It’s hard to pinpoint exactly when it started, but it seems like Sega has been in a state of dwindling success for something like 20 years now. The company goes on tears with wonderful games (or consoles, at one time), and then they hit a patch of releasing downright poor stuff.

Look at the recent string of Sonic games. I’m talking about the Sonic Boom titles in particular. They’re atrocious, folks. They borderline don’t even work, and when they do work, they’re not very fun.

Sega bought Atlus in 2013. That’s a game making company known for wonderful efforts like Persona and Shin Megami Tensei. They make good games, and it appears their penchant for quality might be rubbing off on Sega.

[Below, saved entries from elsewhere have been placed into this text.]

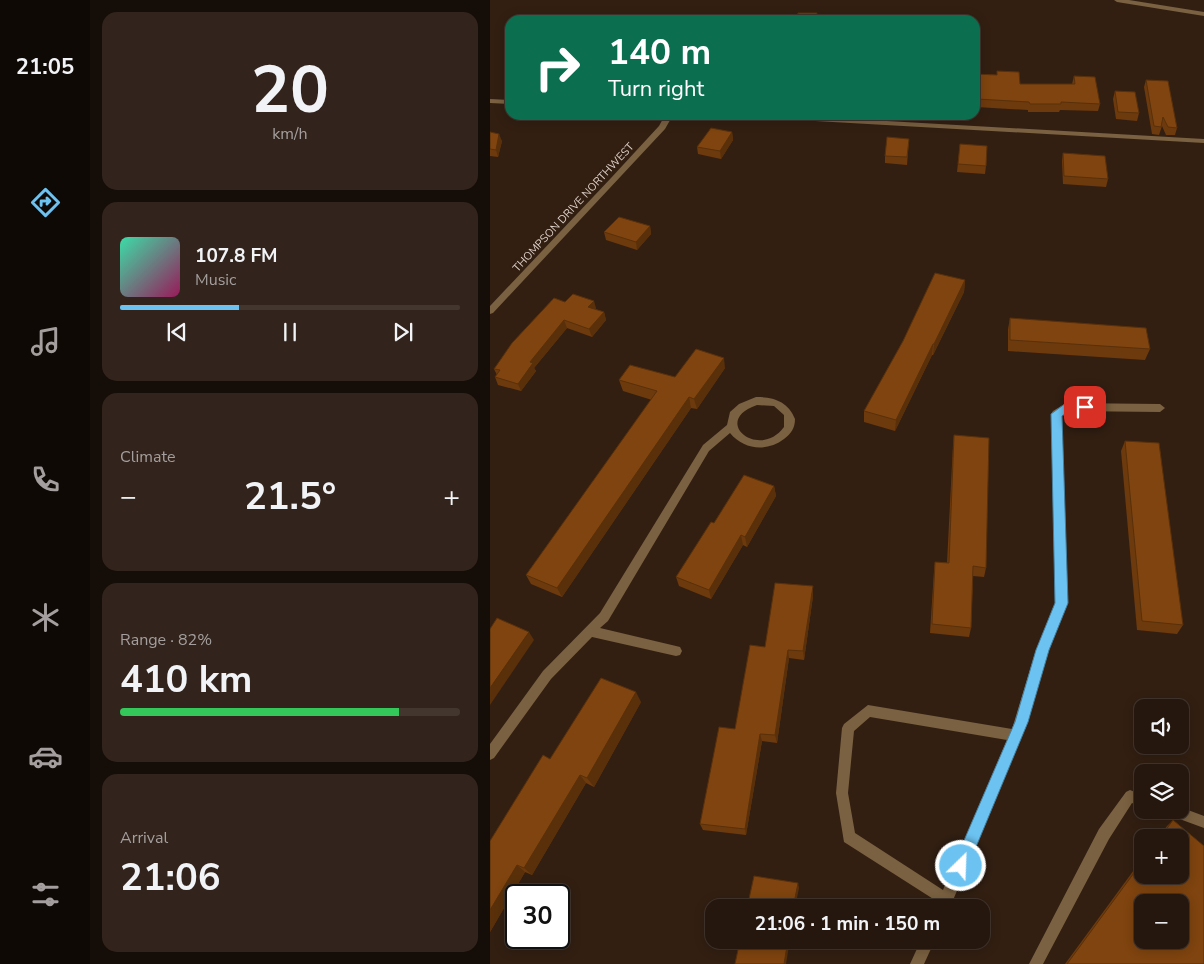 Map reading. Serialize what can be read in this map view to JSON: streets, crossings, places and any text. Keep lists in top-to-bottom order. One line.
{"streets":{"street":["THOMPSON DRIVE NORTHWEST"]},"page":{"tabs":"21:05","tile":[["20","km/h"],"Climate",["Range · 82%","410 km"],["Arrival","21:06"]],"turn":["140 m","Turn right"],"song":["107.8 FM","Music"],"heat":["−","21.5°","+"],"map_buttons":["+","−"],"limit":"30","trip":"21:06 · 1 min · 150 m"}} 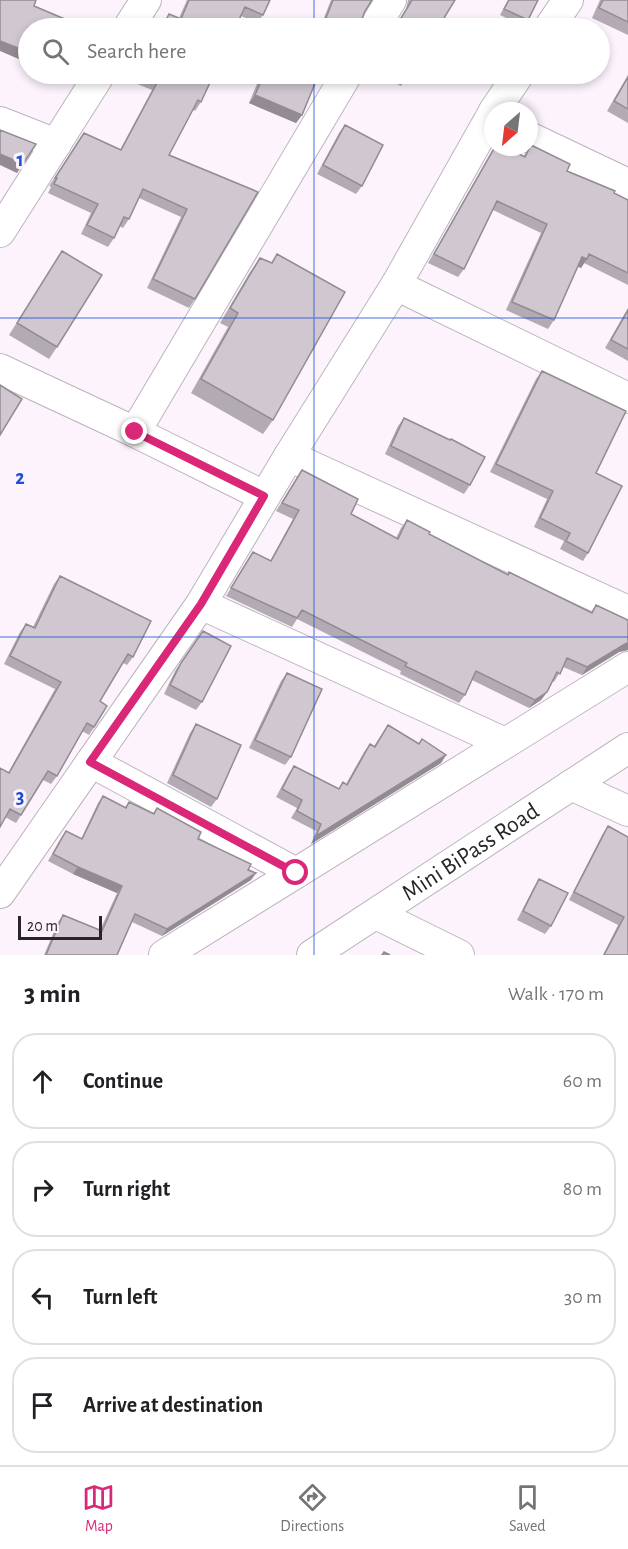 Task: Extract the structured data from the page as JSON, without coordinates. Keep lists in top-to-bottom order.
{
  "streets": {
    "street": ["Mini BiPass Road"]
  },
  "scale_bar": "20 m",
  "north": "bottom left",
  "page": {
    "search": "Search here",
    "scale": "20 m",
    "heading": ["3 min", "Walk · 170 m"],
    "list": [
      ["Continue", "60 m"],
      ["Turn right", "80 m"],
      ["Turn left", "30 m"],
      "Arrive at destination"
    ],
    "nav": ["Map", "Directions", "Saved"]
  },
  "grid": {
    "rows": ["1", "2", "3"]
  }
} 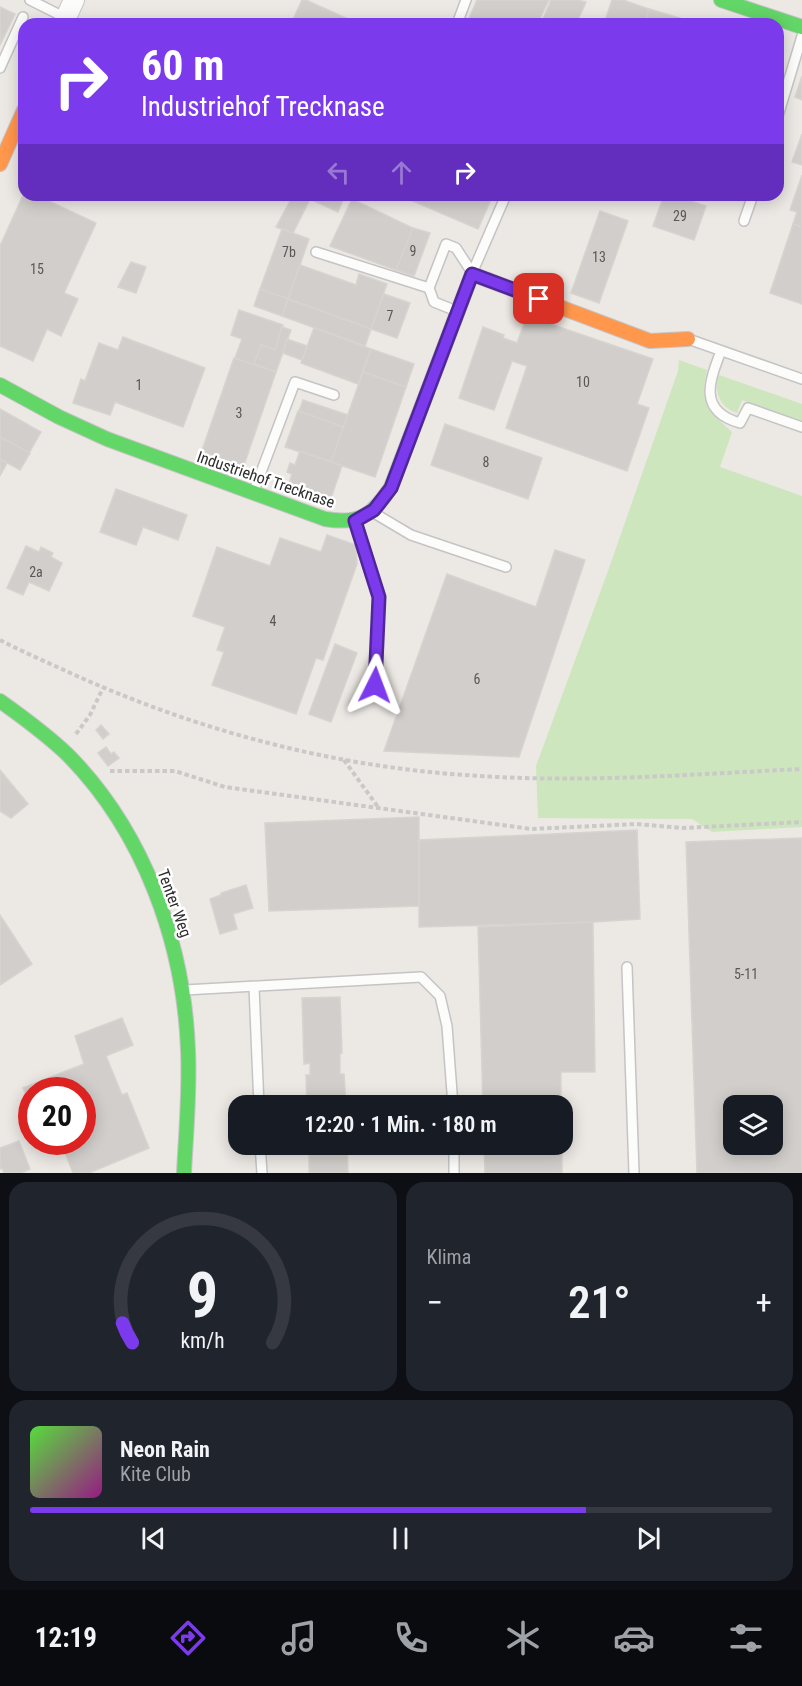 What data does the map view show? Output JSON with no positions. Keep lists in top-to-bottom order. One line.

In an interview with Famitsu, as transcribed by Hachima and translated by Siliconera, Sega President and CEO Hajime Satomi talked about the company’s relationship with Atlus. He even made some bold claims about how that relationship has affected Sega’s outlook and plan moving forward.

“As far as the Western market goes, we learned a lot from Atlus…

…If we can make a title with proper quality, I believe there’s a good chance for it to do well even in the West for players that like to play Japanese games.”

Satomi goes on to indicate that, “if we can’t maintain quality, it would be better not to release anything at all.”

Satomi offers that Sega is trying to learn from Atlus and regain trust in the West with consumers that, according to the translation of Satomi’s words, have been “partially betrayed” in the past 10 years.

Actions speak louder than words, as the saying goes, but this self-reflection is a good start for Sega. Perhaps we’ll see more quality titles and less in the way of tone deaf Sonic cash-ins.

Time will tell. Sega is set to make a home console announcement of some sort at the Tokyo Game Show later this year.